╭─ Data excerpts

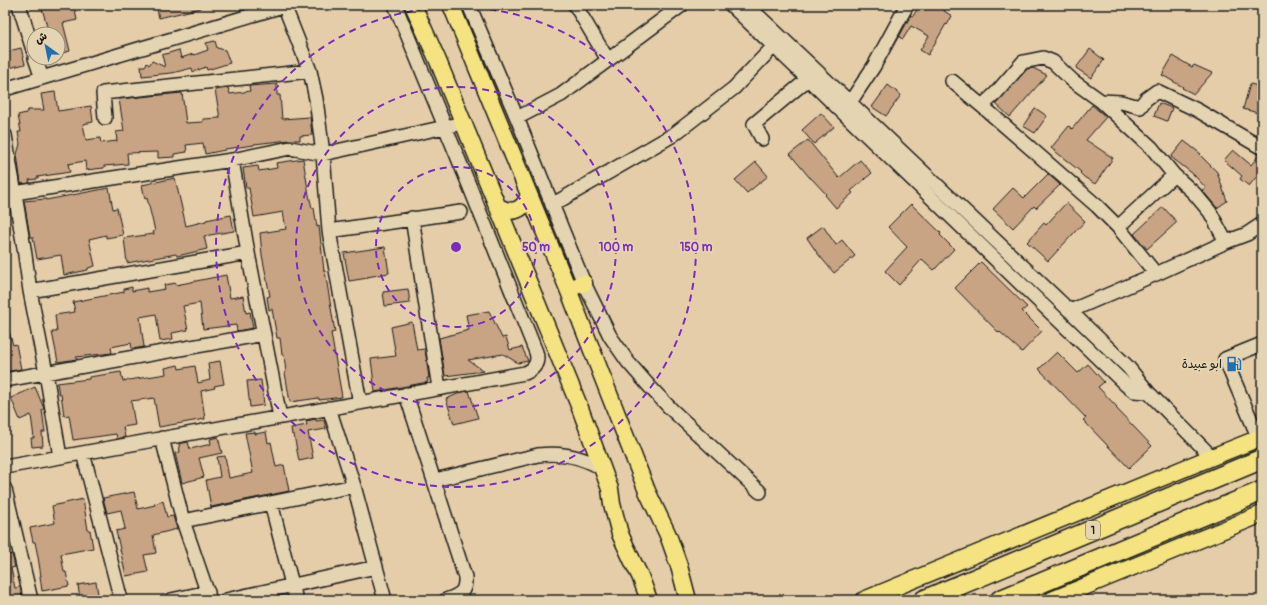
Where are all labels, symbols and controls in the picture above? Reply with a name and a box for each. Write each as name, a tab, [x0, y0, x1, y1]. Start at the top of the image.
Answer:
north arrow	[26, 26, 66, 66]
text: ش	[32, 29, 49, 47]
centre of rings	[449, 240, 463, 254]
text: 50 m	[522, 240, 550, 255]
text: 100 m	[599, 240, 634, 255]
text: 150 m	[680, 240, 713, 255]
fuel station icon: ابو عبيدة	[1225, 355, 1243, 373]
place label: ابو عبيدة	[1182, 357, 1222, 372]
road number: 1	[1086, 521, 1100, 539]

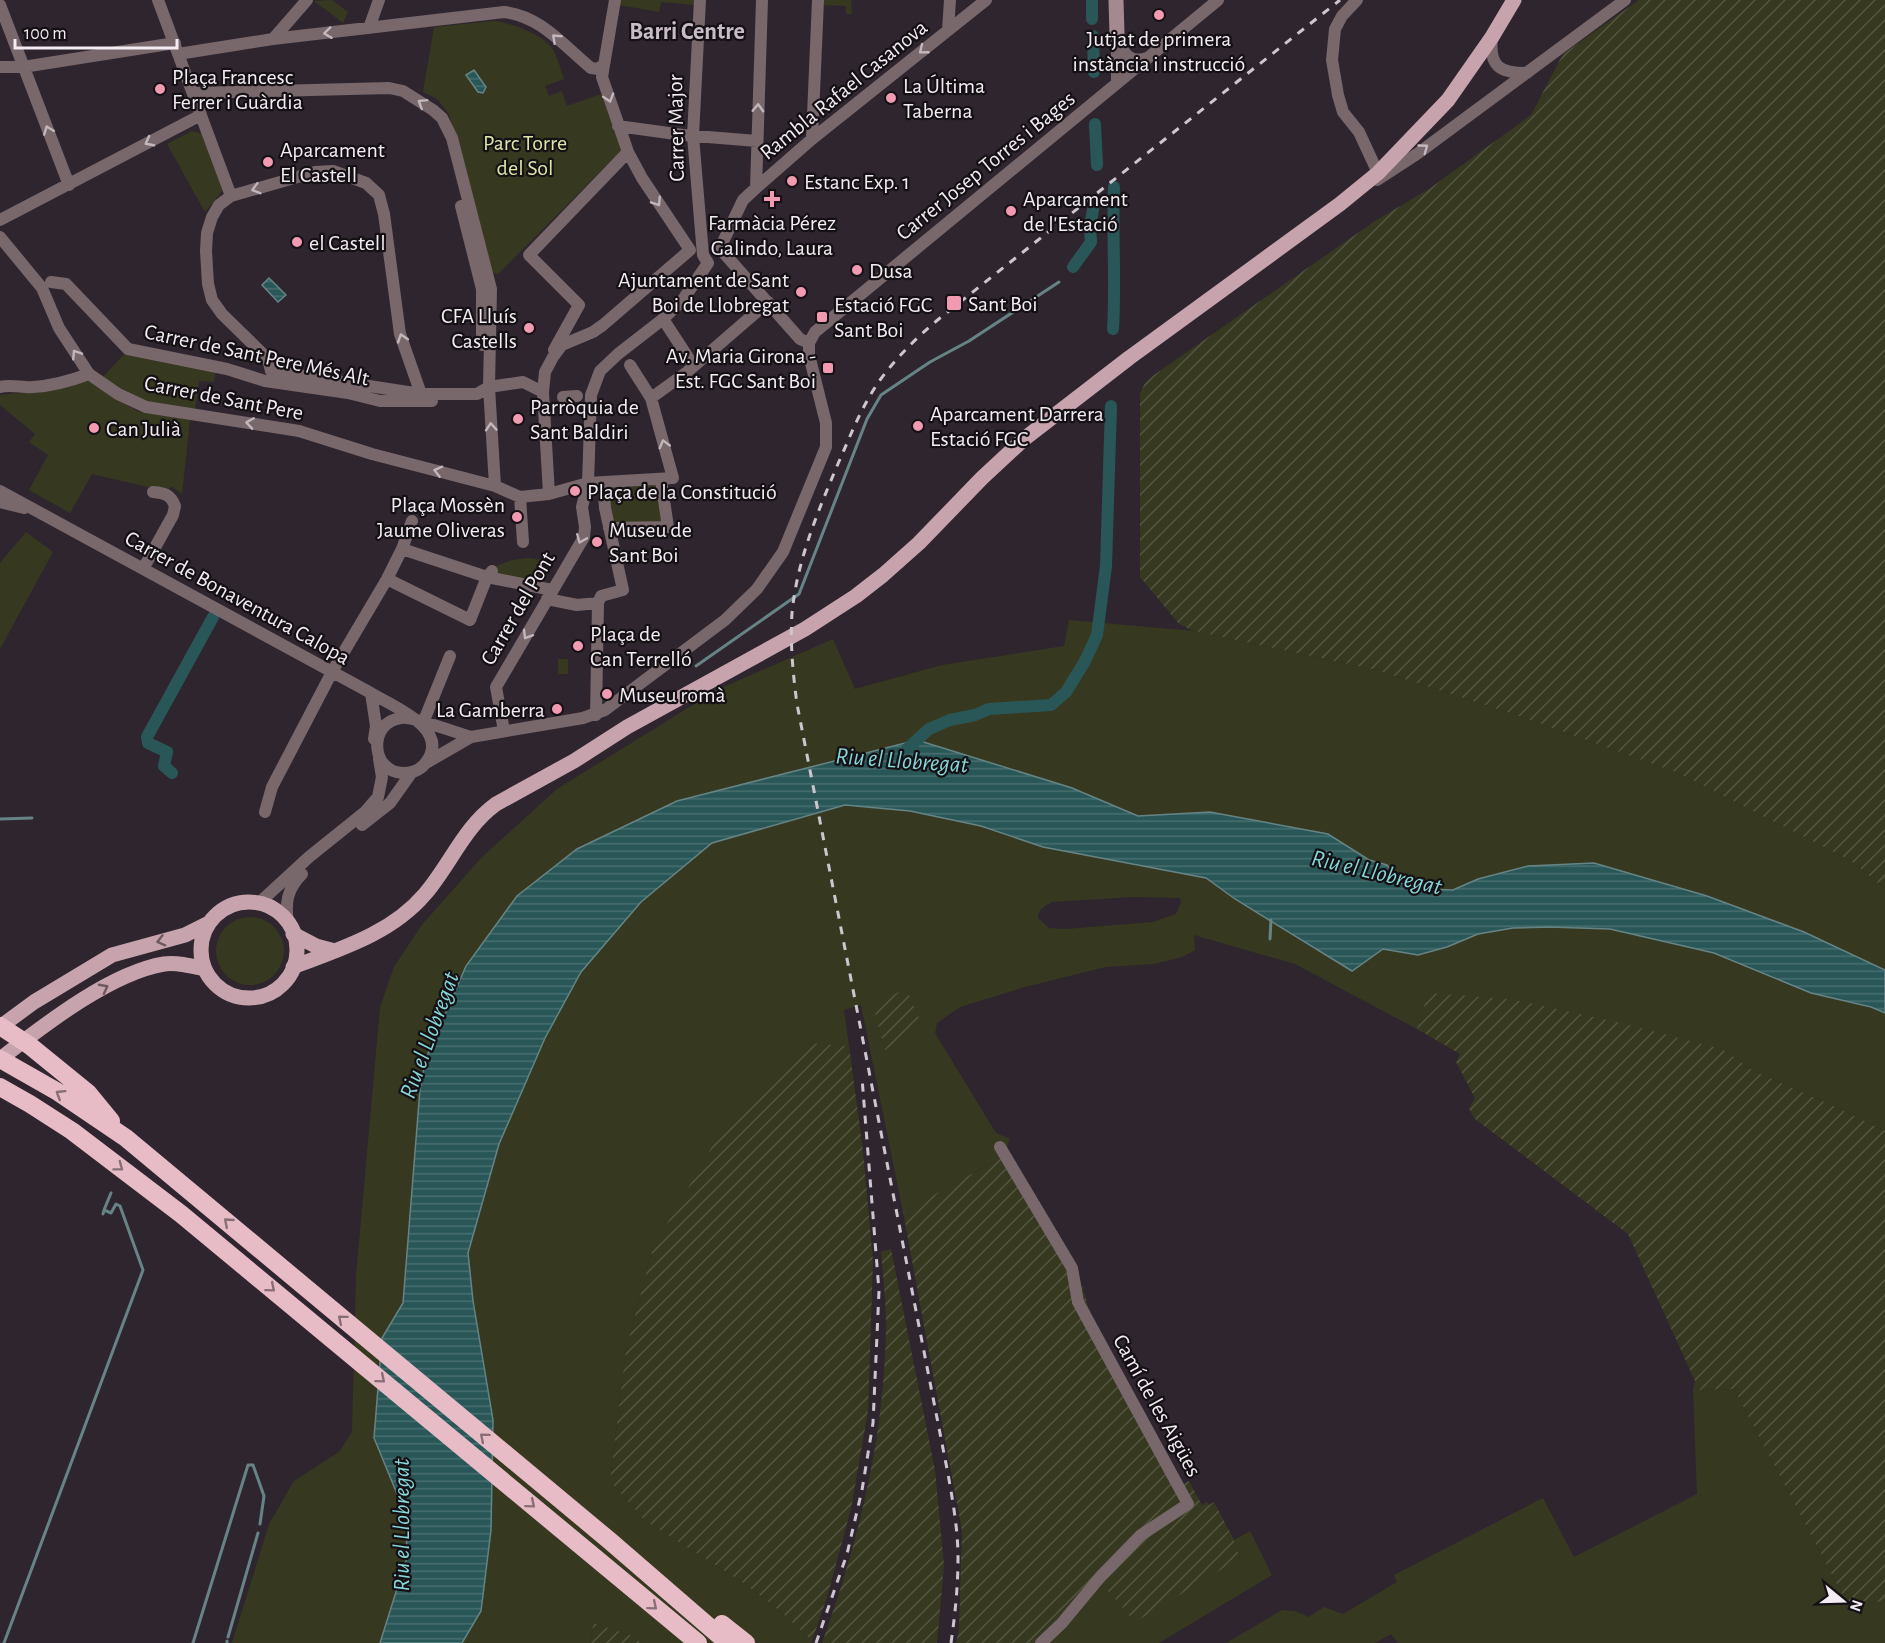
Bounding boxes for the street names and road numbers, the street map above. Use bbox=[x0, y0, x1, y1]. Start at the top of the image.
street label: Rambla Rafael Casanova bbox=[756, 16, 931, 164]
street label: Carrer Major bbox=[664, 74, 688, 182]
street label: Carrer Josep Torres i Bages bbox=[892, 87, 1079, 244]
street label: Carrer de Sant Pere Més Alt bbox=[142, 320, 371, 390]
street label: Carrer de Sant Pere bbox=[142, 372, 305, 424]
street label: Carrer de Bonaventura Calopa bbox=[121, 527, 354, 669]
street label: Carrer del Pont bbox=[477, 548, 559, 669]
street label: Camí de les Aigües bbox=[1109, 1331, 1205, 1480]

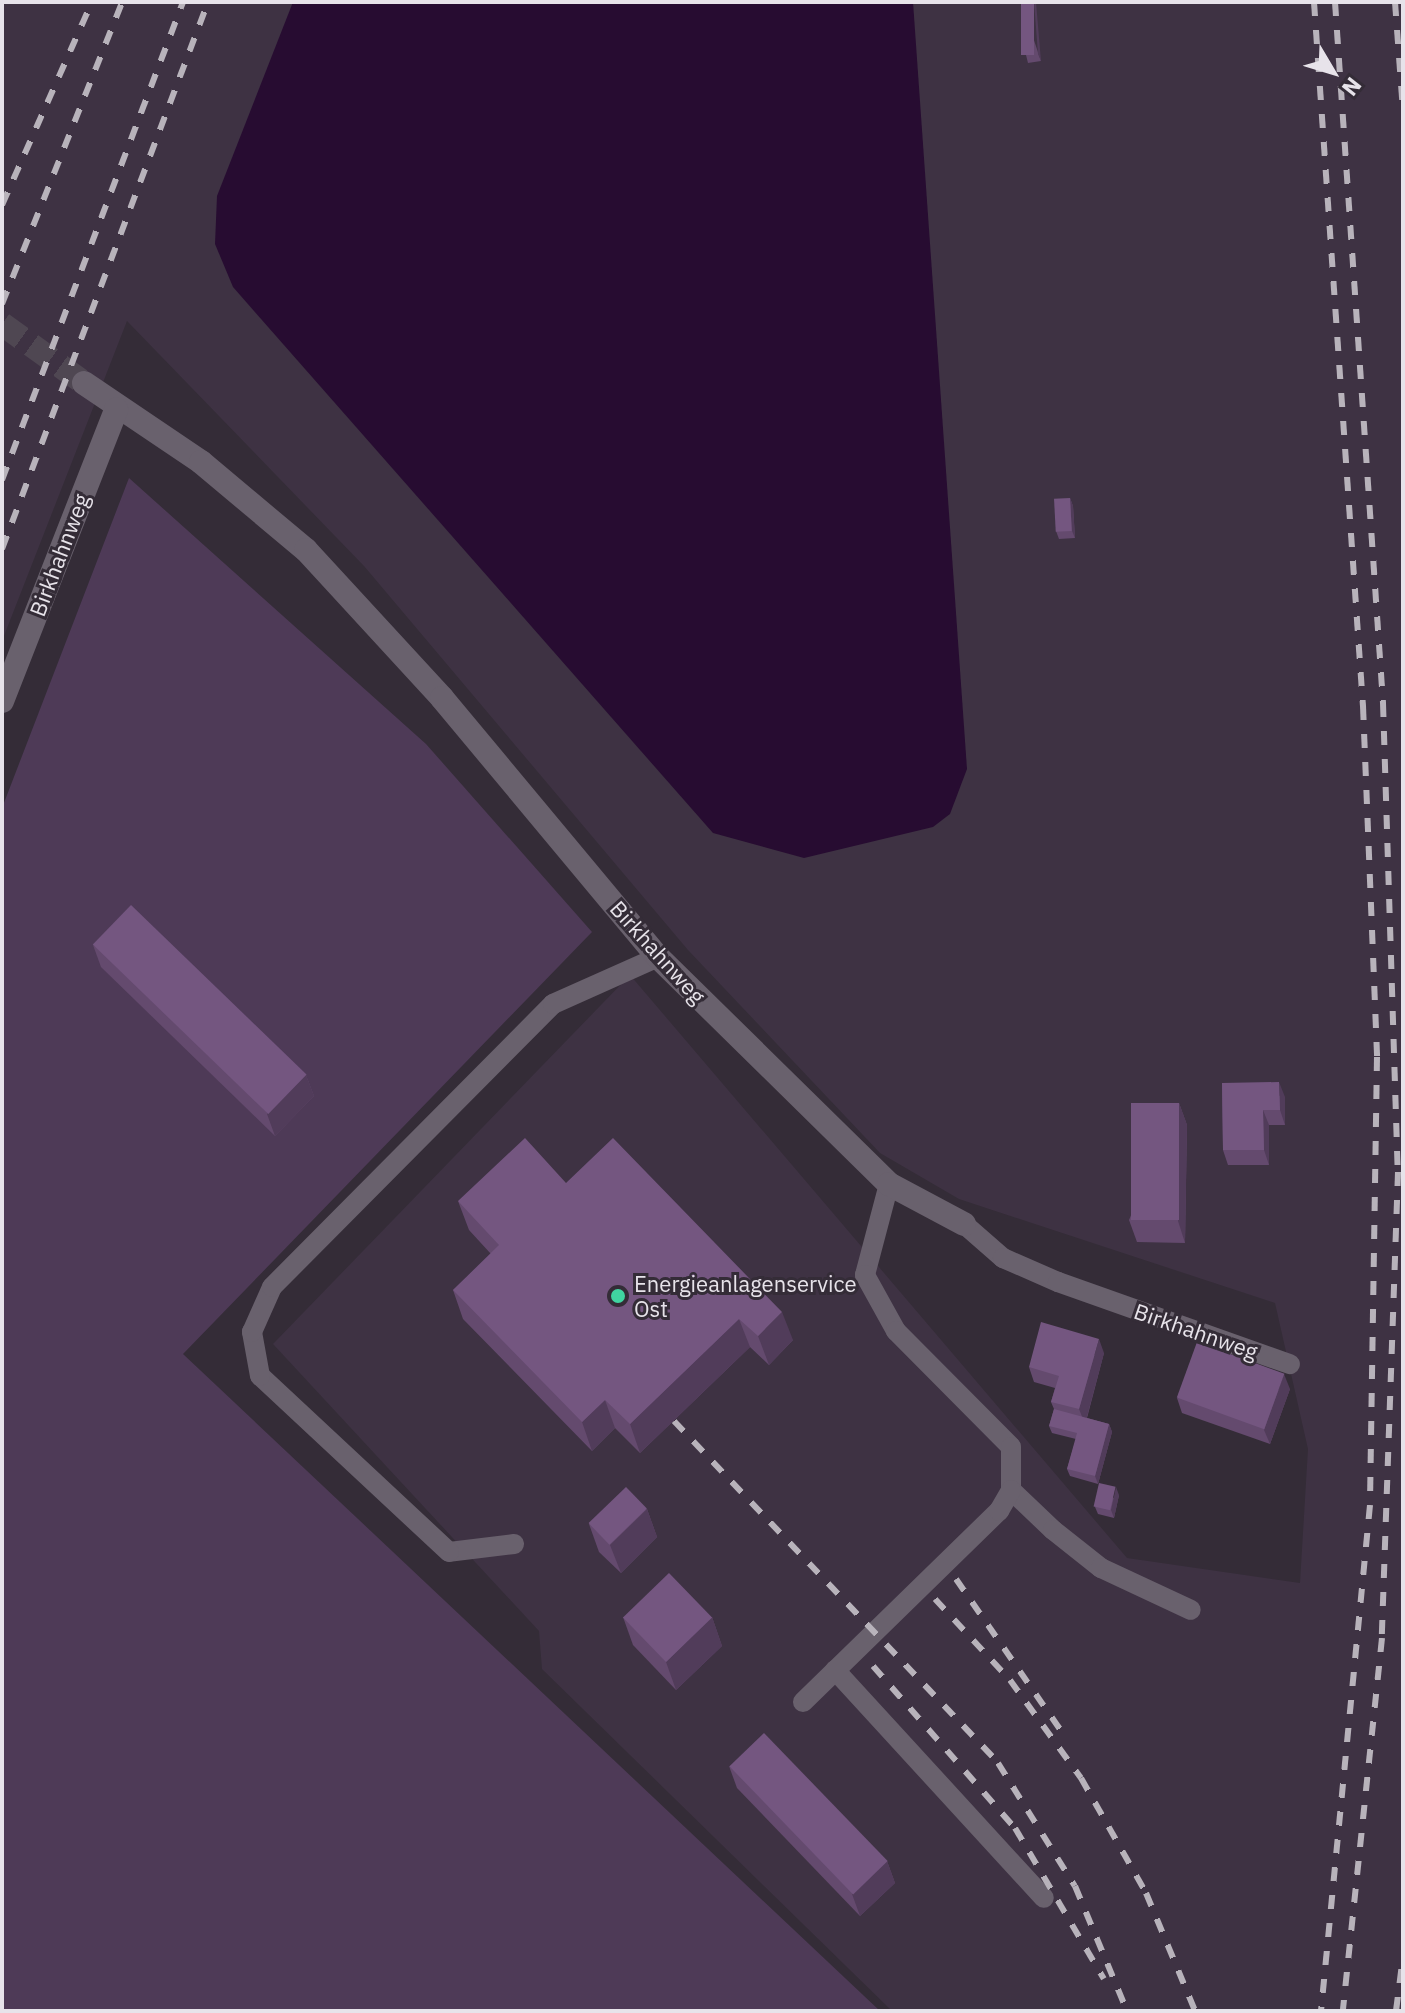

╰─

* [Directions] One exact copy of the data, no pictures: write it out line for line.

* [Answer box]
Where are all labels, symbols and controls in the picture above? Reply with a name and a box for each. Write each as name, a tab, [x0, y0, x1, y1]. Start at the top of the image.
Answer:
north arrow	[26, 26, 66, 66]
text: ش	[32, 29, 49, 47]
centre of rings	[449, 240, 463, 254]
text: 50 m	[522, 240, 550, 255]
text: 100 m	[599, 240, 634, 255]
text: 150 m	[680, 240, 713, 255]
fuel station icon: ابو عبيدة	[1225, 355, 1243, 373]
place label: ابو عبيدة	[1182, 357, 1222, 372]
road number: 1	[1086, 521, 1100, 539]

Bounding boxes for the street names and road numbers, the street map above. Use bbox=[x0, y0, x1, y1]. Start at the top of the image.
street label: Rambla Rafael Casanova bbox=[756, 16, 931, 164]
street label: Carrer Major bbox=[664, 74, 688, 182]
street label: Carrer Josep Torres i Bages bbox=[892, 87, 1079, 244]
street label: Carrer de Sant Pere Més Alt bbox=[142, 320, 371, 390]
street label: Carrer de Sant Pere bbox=[142, 372, 305, 424]
street label: Carrer de Bonaventura Calopa bbox=[121, 527, 354, 669]
street label: Carrer del Pont bbox=[477, 548, 559, 669]
street label: Camí de les Aigües bbox=[1109, 1331, 1205, 1480]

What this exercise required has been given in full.